**What you should do:** I need the number of lines in the data that contain the word "justify", and nothing beyond it.

[Collected data]
· · ·

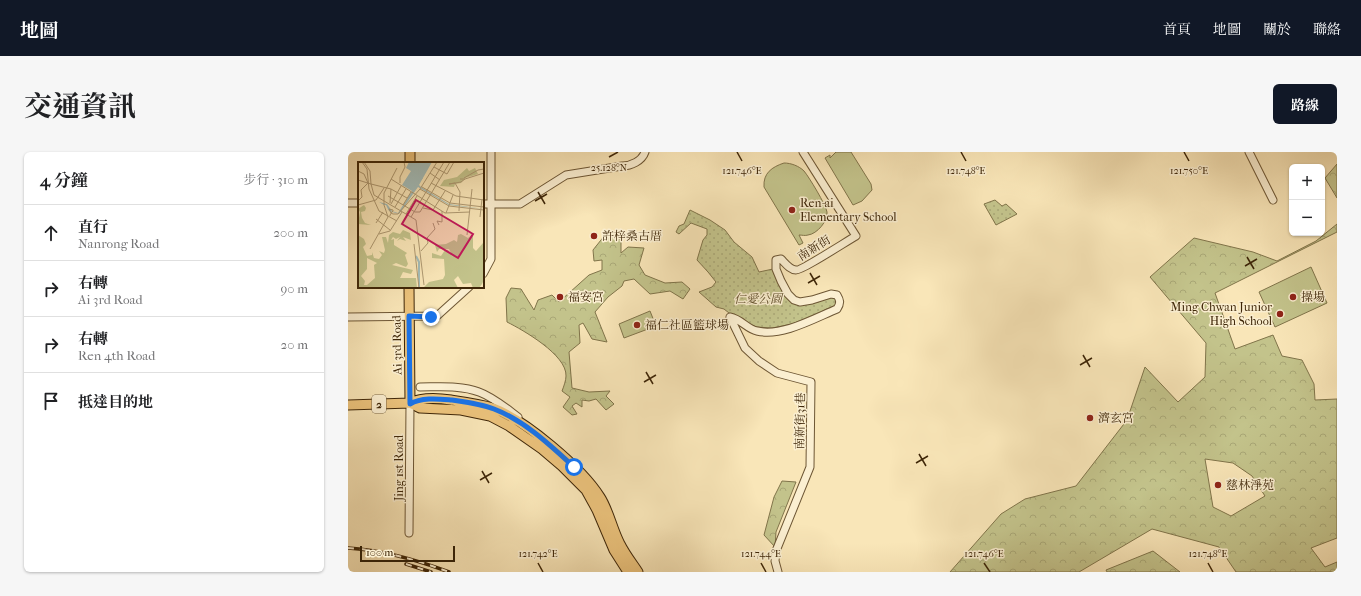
<!DOCTYPE html>
<html lang="zh-TW">
<meta charset="utf-8">
<style>
body{margin:0;font-family:"IM FELL French Canon","Noto Serif TC",serif;background:#f6f6f6;color:#202124}
.controls{position:absolute;right:12px;top:12px;display:grid;overflow:hidden;border-radius:6px;box-shadow:0 1px 3px #0004}
.controls button{width:36px;height:36px;display:grid;place-items:center;padding:0;border:0;border-bottom:1px solid #e0e0e0;background:#fff;color:#202124;font:20px sans-serif}
.scale{position:absolute;left:12px;bottom:10px;width:95px;box-sizing:border-box;padding-left:4px;border:2px solid #3e2608;border-top:0;font-size:11px;line-height:14px;white-space:nowrap;color:#3e2608;-webkit-text-stroke:3px #fbefd1;paint-order:stroke}
.stop{position:absolute;width:12px;height:12px;margin:-9px;border:3px solid #1a73e8;border-radius:50%;background:#fff}
.stop.end{background:#1a73e8;border-color:#fff;box-shadow:0 1px 4px #0008}
.list{margin:0;padding:0;list-style:none}
h2{display:flex;justify-content:space-between;align-items:center;height:52px;margin:0;padding:0 16px;font-size:17px}
h2 small{font-size:13px;font-weight:400;color:#757577}
.list li{display:grid;grid-template-columns:26px 1fr auto;gap:12px;align-items:center;box-sizing:border-box;height:56px;padding:0 16px;border-top:1px solid #e0e0e0}
.list b{display:block;font-size:15px;white-space:nowrap}
.list p{margin:0;font-size:13px;white-space:nowrap;color:#757577}
.list em{font-size:13px;font-style:normal;color:#757577}
.icon{flex:none;width:22px;height:22px;fill:none;stroke:currentColor;stroke-width:2;stroke-linecap:round;stroke-linejoin:round}
.map{position:relative;flex:none;width:989px;height:420px;overflow:hidden;border-radius:6px}
header{display:flex;align-items:center;gap:24px;box-sizing:border-box;height:56px;padding:0 20px;background:#111827;color:#fff}
header strong{font-size:19px}
nav{display:flex;gap:22px;margin-inline-start:auto;font-size:14px}
.intro{display:flex;align-items:center;justify-content:space-between;box-sizing:border-box;height:96px;padding:0 24px}
h1{margin:0;font-size:28px}
.button{padding:10px 18px;border-radius:6px;background:#111827;color:#fff;font-size:14px;font-weight:700}
main{display:flex;gap:24px;padding:0 24px}
aside{flex:1;background:#fff;border-radius:6px;box-shadow:0 1px 3px #0004}
.map>svg:first-child{display:block}
.forest{fill:url(#forest-crowns);stroke:#80744a;fill-rule:evenodd}
.park{fill:url(#park-dots);stroke:#80744a}
.pitch{fill:#c3c38b;stroke:#80744a}
.lines{fill:none;stroke-linecap:round;stroke-linejoin:round}
.minor-casing{stroke:#6d5634;stroke-width:9}
.major-casing{stroke:#3e2608;stroke-width:11}
.minor{stroke:#fbefd1;stroke-width:7}
.major{stroke:#ecc37c;stroke-width:9}
.rail-casing{stroke:#3e2608;stroke-width:3.5}
.rail{stroke:#fbefd1;stroke-width:2;stroke-dasharray:6;stroke-linecap:butt}
.route{stroke:#1a73e8;stroke-width:5}
.ticks{fill:none;stroke:#3e2608;stroke-width:1.5}
.poi-dot{fill:#8f2418;stroke:#fbefd1;stroke-width:1.5}
.labels{text-anchor:middle;stroke-width:3;stroke-linejoin:round;paint-order:stroke}
.shield{fill:#fbefd1;stroke:#776244;stroke-width:1}
.shield-label{font-size:11px;font-weight:bold;fill:#3e2608}
.poi-label{font-size:12px;fill:#3e2608;stroke:#fbefd1;text-anchor:start}
.street-label{font-size:12px;fill:#3e2608;stroke:#fbefd1}
.park-label{font-size:12px;font-style:italic;fill:#5f4d29;stroke:#fbefd1}
.inset-river{fill:none;stroke:#a3bdba;stroke-width:2}
.inset-road{fill:none;stroke:#ae9972;stroke-width:1}
.view{fill:#c2185b;fill-opacity:0.15;stroke:#c2185b;stroke-width:2}
.inset-edge{fill:none;stroke:#3e2608;stroke-width:2}
.ticks-label{font-size:10px;text-anchor:middle;fill:#3e2608;stroke:#fbefd1;stroke-width:3;stroke-linejoin:round;paint-order:stroke}
</style>
<header>
<strong>地圖</strong>
<nav><a>首頁</a><a>地圖</a><a>關於</a><a>聯絡</a></nav>
</header>
<div class="intro"><h1>交通資訊</h1><a class="button">路線</a></div>
<main>
<aside>
<h2>4 分鐘<small>步行 · 310 m</small></h2>
<ul class="list">
<li><svg class="icon" aria-label="ahead" viewBox="0 0 24 24"><path d="M12 20V5M6 11l6-6 6 6"/></svg><div><b>直行</b><p>Nanrong Road</p></div><em>200 m</em></li>
<li><svg class="icon" aria-label="right" viewBox="0 0 24 24"><path d="M7 20v-9h11M14 6l5 5-5 5"/></svg><div><b>右轉</b><p>Ai 3rd Road</p></div><em>90 m</em></li>
<li><svg class="icon" aria-label="right" viewBox="0 0 24 24"><path d="M7 20v-9h11M14 6l5 5-5 5"/></svg><div><b>右轉</b><p>Ren 4th Road</p></div><em>20 m</em></li>
<li><svg class="icon" aria-label="arrive" viewBox="0 0 24 24"><path d="M6 21V4h12l-3 4 3 4H6"/></svg><div><b>抵達目的地</b></div></li>
</ul>
</aside>
<div class="map">
<svg width="989" height="420" viewBox="0 0 989 420">
<defs>
<pattern id="forest-crowns" width="20" height="18" patternUnits="userSpaceOnUse"><rect width="20" height="18" fill="#c3c38b"/><path d="M2 6a3 3 0 1 1 6 0M12 15a3 3 0 1 1 6 0" fill="none" stroke="#a9a776"/></pattern>
<pattern id="park-dots" width="8" height="8" patternUnits="userSpaceOnUse"><rect width="8" height="8" fill="#c3c38b"/><path d="M2 2h.1M6 6h.1" fill="none" stroke="#a9a776" stroke-width="1.8" stroke-linecap="round"/></pattern>
</defs>
<rect width="100%" height="100%" fill="#f9e6b8"/>
<filter id="stains"><feTurbulence type="fractalNoise" baseFrequency=".005" numOctaves="4"/><feColorMatrix values="0 0 0 0 .2 0 0 0 0 .09 0 0 0 0 .02 0 0 0 .5 -.17"/></filter>
<radialGradient id="worn" r=".72"><stop offset=".6" stop-color="#630" stop-opacity="0"/><stop offset="1" stop-color="#630" stop-opacity=".3"/></radialGradient>
<path class="forest" d="M 989,12 L 989,46 L 977,26 Z
M 989,72 L 989,80 L 867,141 L 887,197 L 925,183 L 934,204 L 954,208 L 966,232 L 967,248 L 989,247 L 989,386 L 963,396 L 977,415 L 989,410 L 989,420 L 888,420 L 871,395 L 804,377 L 731,420 L 602,420 L 653,362 L 677,347 L 728,334 L 779,268 L 797,215 L 830,250 L 857,225 L 858,191 L 802,125 L 846,86 L 905,100 L 929,109 L 968,89 ZM 857,307 L 885,311 L 904,324 L 917,344 L 883,364 L 865,355 Z
M 261,78 L 273,89 L 273,101 L 280,95 L 296,96 L 291,113 L 297,123 L 317,131 L 334,130 L 342,137 L 335,147 L 322,139 L 302,142 L 286,127 L 276,129 L 274,134 L 260,145 L 247,160 L 259,190 L 244,187 L 235,171 L 231,173 L 232,191 L 221,200 L 224,236 L 241,240 L 262,239 L 258,244 L 266,252 L 258,258 L 248,247 L 241,249 L 234,248 L 234,255 L 228,251 L 224,254 L 229,262 L 224,263 L 215,255 L 222,245 L 214,239 C 216,234 218,228 218,224 C 219,203 175,178 159,170 L 158,146 L 163,136 L 173,137 L 186,158 L 190,148 L 204,143 L 211,150 L 241,123 L 254,118 L 254,108 L 246,109 L 245,98 Z
M 434,329 L 448,330 L 428,380 L 427,395 L 416,383 L 426,345 Z
M 805,399 L 832,420 L 759,420 L 758,418 Z"/>
<path class="park" d="M 647,48 L 654,54 L 658,52 L 669,62 L 648,73 L 636,52 Z
M 342,58 L 362,68 L 377,78 L 386,90 L 404,105 L 411,120 L 425,117 L 444,150 L 487,144 L 490,149 L 488,153 L 444,172 L 424,176 L 408,175 L 399,171 L 392,165 L 381,161 L 376,157 L 368,155 L 351,140 L 364,135 L 368,130 L 360,120 L 349,108 L 355,88 L 359,83 L 359,77 L 343,71 L 331,82 L 328,80 L 331,74 L 336,72 Z"/>
<path class="pitch" d="M 488,0 L 503,0 L 523,32 L 524,38 L 514,49 L 505,53 L 477,6 L 482,3 L 482,6 Z
M 436,11 C 443,11 451,14 456,19 C 461,25 478,53 479,60 C 480,69 469,82 460,83 C 457,84 454,83 451,83 L 455,91 L 451,93 L 416,35 C 415,21 424,15 436,11 Z
M 963,115 L 979,151 L 927,175 L 911,140 Z
M 302,159 L 308,174 L 276,186 L 271,172 Z"/>
<g class="lines">
<g class="minor-casing">
<path id="minor" d="M 901,0 L 925,48
M 0,51 L 11,51
M 135,52 L 172,52 L 218,23 L 274,14 C 283,14 294,9 297,0
M 135,122 L 143,107 L 143,0
M 0,165 L 89,164 L 121,135
M 72,235 C 91,235 113,233 131,240 C 145,245 158,256 170,265
M 61,381 L 62,251
M 430,420 L 427,409 L 428,399 L 462,315 L 463,230 L 429,221 L 411,209 L 397,196 L 382,165 C 393,167 399,177 409,179 C 434,185 467,166 489,157 C 493,151 492,148 489,143 L 483,142 L 464,148 L 452,150 L 446,148 L 440,142 L 433,129 L 428,117 L 428,108 L 433,107 C 437,111 442,118 448,118 C 453,119 499,89 508,84 L 455,0"/>
</g>
<g class="major-casing">
<path id="major" d="M 62,11 L 62,0
M 61,135 L 62,251
M 62,251 C 74,245 90,246 103,248 C 117,250 132,252 145,256 C 177,268 234,316 252,345 C 261,359 264,377 272,392 C 277,402 284,411 290,420
M 0,253 L 62,251 L 72,256 L 113,258 L 142,264 L 161,274 L 194,297 L 214,314 L 238,338 L 249,358 L 266,398 L 280,420"/>
</g>
<use href="#minor" class="minor"/>
<use href="#major" class="major"/>
<g class="rail-casing">
<path id="rail" d="M 0,396 C 34,398 69,408 101,420
M 58,412 L 83,420"/>
</g>
<use href="#rail" class="rail"/>
</g>
<g class="lines">
<path class="route" d="M 83,165 L 61,164 L 62,252 C 74,245 91,247 104,248 C 118,250 133,252 146,257 C 177,269 202,293 226,315"/>
</g>
<path class="ticks" d="M 389,0 L 394,9M 613,0 L 618,9M 836,0 L 841,9M 261,5 L 270,0M 190,40 L 197,52M 187,49 L 199,42M 899,105 L 906,117M 897,114 L 909,107M 462,121 L 469,133M 460,131 L 472,124M 735,203 L 742,215M 732,213 L 744,206M 298,220 L 305,232M 296,230 L 308,223M 571,302 L 578,314M 568,311 L 580,304M 134,319 L 141,331M 132,328 L 144,321M 190,411 L 195,420M 413,411 L 418,420M 636,411 L 642,420M 860,411 L 865,420"/>
<g class="poi-dot">
<circle cx="444" cy="58" r="4"/>
<circle cx="246" cy="84" r="4"/>
<circle cx="212" cy="145" r="4"/>
<circle cx="945" cy="145" r="4"/>
<circle cx="932" cy="162" r="4"/>
<circle cx="289" cy="173" r="4"/>
<circle cx="742" cy="266" r="4"/>
<circle cx="870" cy="333" r="4"/>
</g>
<g class="labels">
<rect class="shield" x="24" y="243" width="14" height="18" rx="3"/>
<g class="shield-label">
<text x="31" y="256">2</text>
</g>
<g class="poi-label">
<text x="452" y="55">Ren-ai<tspan x="452" dy="14">Elementary School</tspan></text>
<text x="254" y="88">許梓桑古厝</text>
<text x="220" y="149">福安宮</text>
<text x="953" y="149">操場</text>
<text x="924" y="159" text-anchor="end">Ming Chwan Junior<tspan x="924" dy="14">High School</tspan></text>
<text x="297" y="177">福仁社區籃球場</text>
<text x="750" y="270">濟玄宮</text>
<text x="878" y="337">慈林淨苑</text>
</g>
<g class="street-label">
<text transform="translate(466 96) rotate(-32)" y="4">南新街</text>
<text transform="translate(49 193) rotate(-91)" y="4">Ai 3rd Road</text>
<text transform="translate(452 269) rotate(-89)" y="4">南新街31巷</text>
<text transform="translate(51 316) rotate(-90)" y="4">Jing 1st Road</text>
</g>
<g class="park-label">
<text x="410" y="151">仁愛公園</text>
</g>
</g>
<g transform="translate(10 10)">
<rect width="126" height="126" fill="#f9e6b8"/>
<path d="M 6,43 L 8,46 L 7,49 L 3,50 L 4,56 L 7,61 L 13,63 L 0,62 L 2,50 L 0,47 ZM 45,68 L 52,71 L 53,78 L 45,75 L 48,79 L 42,77 L 39,79 L 42,75 L 38,77 L 35,75 L 33,78 L 36,77 L 36,83 L 49,91 L 47,93 L 50,102 L 48,105 L 38,101 L 34,103 L 55,108 L 53,112 L 45,110 L 42,116 L 58,116 L 59,126 L 0,126 L 0,73 L 6,77 L 8,82 L 5,85 L 9,94 L 14,93 L 14,90 L 16,96 L 21,97 L 24,93 L 21,89 L 26,91 L 27,88 L 24,75 L 28,75 L 30,81 L 31,73 L 35,70 L 42,72 ZM 9,96 L 19,101 L 16,103 L 17,116 L 9,123 L 6,123 L 7,119 L 3,114 L 9,107 ZM 103,72 L 110,76 L 115,72 L 115,86 L 118,89 L 125,81 L 126,72 L 126,118 L 124,122 L 121,126 L 115,126 L 113,121 L 105,122 L 100,114 L 96,118 L 100,126 L 65,126 L 71,120 L 85,117 L 87,113 L 86,97 L 74,96 L 74,91 L 83,94 L 87,88 L 90,88 L 95,95 L 91,87 L 81,87 L 79,90 L 77,83 L 88,82 L 96,78 L 99,80 L 100,73 Z" fill="#c3c38b" fill-rule="evenodd"/>
<path d="M 109,6 L 111,9 L 117,6 L 120,12 L 107,16 L 103,21 L 97,22 L 96,25 L 82,24 L 86,18 L 99,15 Z" fill="#c3c38b"/>
<path d="M 51,0 L 74,0 L 61,23 L 63,25 L 91,42 L 126,47 L 91,43 L 60,25 L 41,52 L 31,49 L 28,43 L 26,43 L 21,40 L 29,42 L 34,49 L 40,51 L 54,29 L 44,23 L 53,9 L 48,6 Z" fill="#a3bdba"/>
<path class="inset-river" d="M 64,17 L 61,10 L 65,0M 58,94 L 61,100 L 61,125"/>
<path class="inset-road" d="M 4,0 L 9,7 L 11,27 L 21,49 L 39,59M 6,0 L 12,9 L 13,22 L 33,27 L 32,41M 79,0 L 62,27 L 91,44 L 126,48M 76,5 L 89,12 L 96,0M 0,9 L 6,12 L 10,21M 72,11 L 82,18M 106,16 L 120,8 L 126,7M 33,17 L 87,51 L 112,50M 107,17 L 126,11M 0,18 L 13,22 L 16,33 L 58,58 L 66,123M 42,21 L 42,15 L 47,5 L 46,0M 73,21 L 98,34 L 126,38M 64,25 L 92,41 L 126,45M 33,27 L 49,36M 30,34 L 57,50 L 62,50 L 92,0M 18,38 L 26,26M 0,39 L 4,35 L 3,28 L 10,21M 33,42 L 43,24M 0,43 L 18,38M 45,43 L 53,30M 37,45 L 48,27M 65,46 L 75,48 L 87,29M 101,49 L 102,30 L 97,21 L 91,22 L 103,20 L 107,17 L 102,17M 88,51 L 95,33M 48,52 L 59,34M 32,54 L 32,53 L 34,50 L 35,49 L 35,48 L 31,47 L 33,51 L 35,52 L 40,52 L 62,27M 53,55 L 86,0M 122,55 L 124,37M 18,57 L 32,68M 18,61 L 25,50M 81,63 L 79,59 L 84,60 L 84,49M 21,72 L 32,69 L 44,50M 109,73 L 114,27M 56,82 L 61,126M 12,87 L 30,55 L 26,43 L 26,31 L 39,6M 63,89 L 70,81 L 69,76 L 77,67 L 75,61"/>
<path class="view" d="M 58,38 L 115,72 L 100,96 L 44,62 Z"/>
<rect width="126" height="126" class="inset-edge"/>
</g>
<g class="ticks-label">
<text x="261" y="19">25.128°N</text>
<text x="394" y="22">121.746°E</text>
<text x="618" y="22">121.748°E</text>
<text x="841" y="22">121.750°E</text>
<text x="190" y="405">121.742°E</text>
<text x="413" y="405">121.744°E</text>
<text x="636" y="405">121.746°E</text>
<text x="860" y="405">121.748°E</text>
</g>
<rect width="100%" height="100%" filter="url(#stains)"/>
<rect width="100%" height="100%" fill="url(#worn)"/>
</svg>
<div class="controls">
<button>+</button>
<button>−</button>
</div>
<div class="scale">100 m</div>
<div class="stop" style="left:226px;top:315px"></div>
<div class="stop end" style="left:83px;top:165px"></div>
</div>
</main>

· · ·

**Answer box:** 2